The analysis is not without its positives, however:

- The law covers 34 million Americans.

- Overall out-of-pocket spending would decline by $237 billion from 2010-2019.

- It extends the life of the Medicare trust fundby 12 years.

- Public expenditures will actually decrease as a percentage of national health expenditures from 52% to 51%.

So what to make of these mixed results? First, the CMS report analyzes the first 10 years of reform, during which the rate of growth will increase as the uninsured are brought into the system. But after these first 10 years, it’s likely that the Medicare savings and the tax on high cost insurance plans will ultimately bring spending back down. Second, CMS, like the CBO, uses a narrow spectrum of evidence. For instance, the center does not score any savings from preventive care or system modernization (see Table 1 on pg. 23) and omits “any Federal savings pertaining to the excise tax on high-cost employer-sponsored health insurance coverage, the fees on insurance plans, the excise tax on devices, and other non-Medicare revenue provisions of the PPACA.” It also warns policymakers against interpreting the results too literally, since “the responses of individuals, employers, insurance companies, and Exchange administrators to the new coverage mandates, Exchange options, and insurance reforms could differ significantly from the assumptions underlying the estimates presented here.”

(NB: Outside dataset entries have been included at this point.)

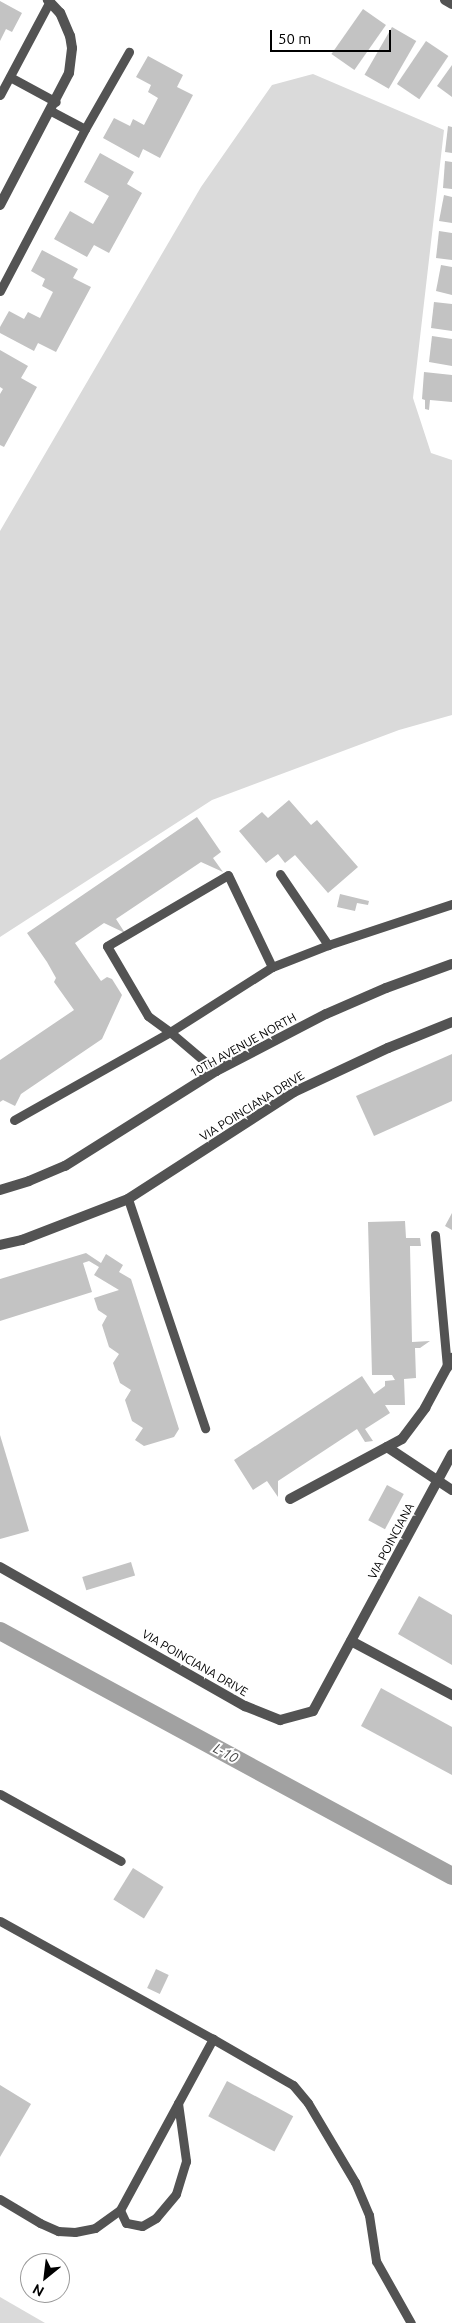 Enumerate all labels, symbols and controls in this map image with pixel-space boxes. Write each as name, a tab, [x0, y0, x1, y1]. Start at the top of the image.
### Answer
scale bar	[272, 20, 393, 52]
text: 50 m	[278, 30, 311, 47]
street label: 10TH AVENUE NORTH	[187, 1010, 299, 1080]
street label: VIA POINCIANA DRIVE	[197, 1068, 307, 1144]
street label: VIA POINCIANA	[365, 1501, 417, 1581]
street label: VIA POINCIANA DRIVE	[139, 1627, 251, 1699]
water label: L-10	[211, 1740, 241, 1766]
north arrow	[20, 2253, 70, 2303]
text: N	[30, 2281, 47, 2300]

Indeed, there is a whole body of research that makes different assumptions and reaches different conclusions. In December, the Commonwealth Fund and the Center for American Progress Action Fund released a study that quantified the savings from the provisions that CMS largely ignores. Economists David Cutler, Karen Davis and Kristof Stremikis relied on business literature about the inefficiency in the health care sector, experiences of health practitioners, and the real world experiences of Geisinger Health System, Health Partners, Denver Health and others and estimated higher savings from modernization and payment reform. As a result, they found that the annual growth rate “in national health expenditures falls from 6.4 percent absent reform to 6.0 percent under the Senate proposal.” Similarly, the administration’s Council of Economic Advisers also released a report last year which found that health reform would reduce health care spending by 1 “percentage point over an extended horizon.”

Despite all this, conservatives are already using the new report to substantiate their criticism of the law. The House leadership blasted the analysis to reporters last night and today Rep. Paul Ryan (R-WI), House Minority Leader John Boehner (R-OH) and the House of Representatives Republican Conference all tweeted the analysis.

Their reaction represents a study in contrast. After the CBO found that health reform will lower the deficit, the GOP dismissed the findings by claiming that Democrats tricked the budget office with accounting gimmicks and funny numbers. The actual cost “over a decade is about $2.3 trillion on paper,” they claimed. “The far more likely deficits are $460 billion over the first 10 years, and $1.4 trillion over the next 10.” Now that the CMS produced a report which find that the law would marginally increase medical spending over the next decade, Republicans are clinging to the conclusion without questioning the methodology. But if the GOP’s initial claims are true, shouldn’t the cost increases be much higher?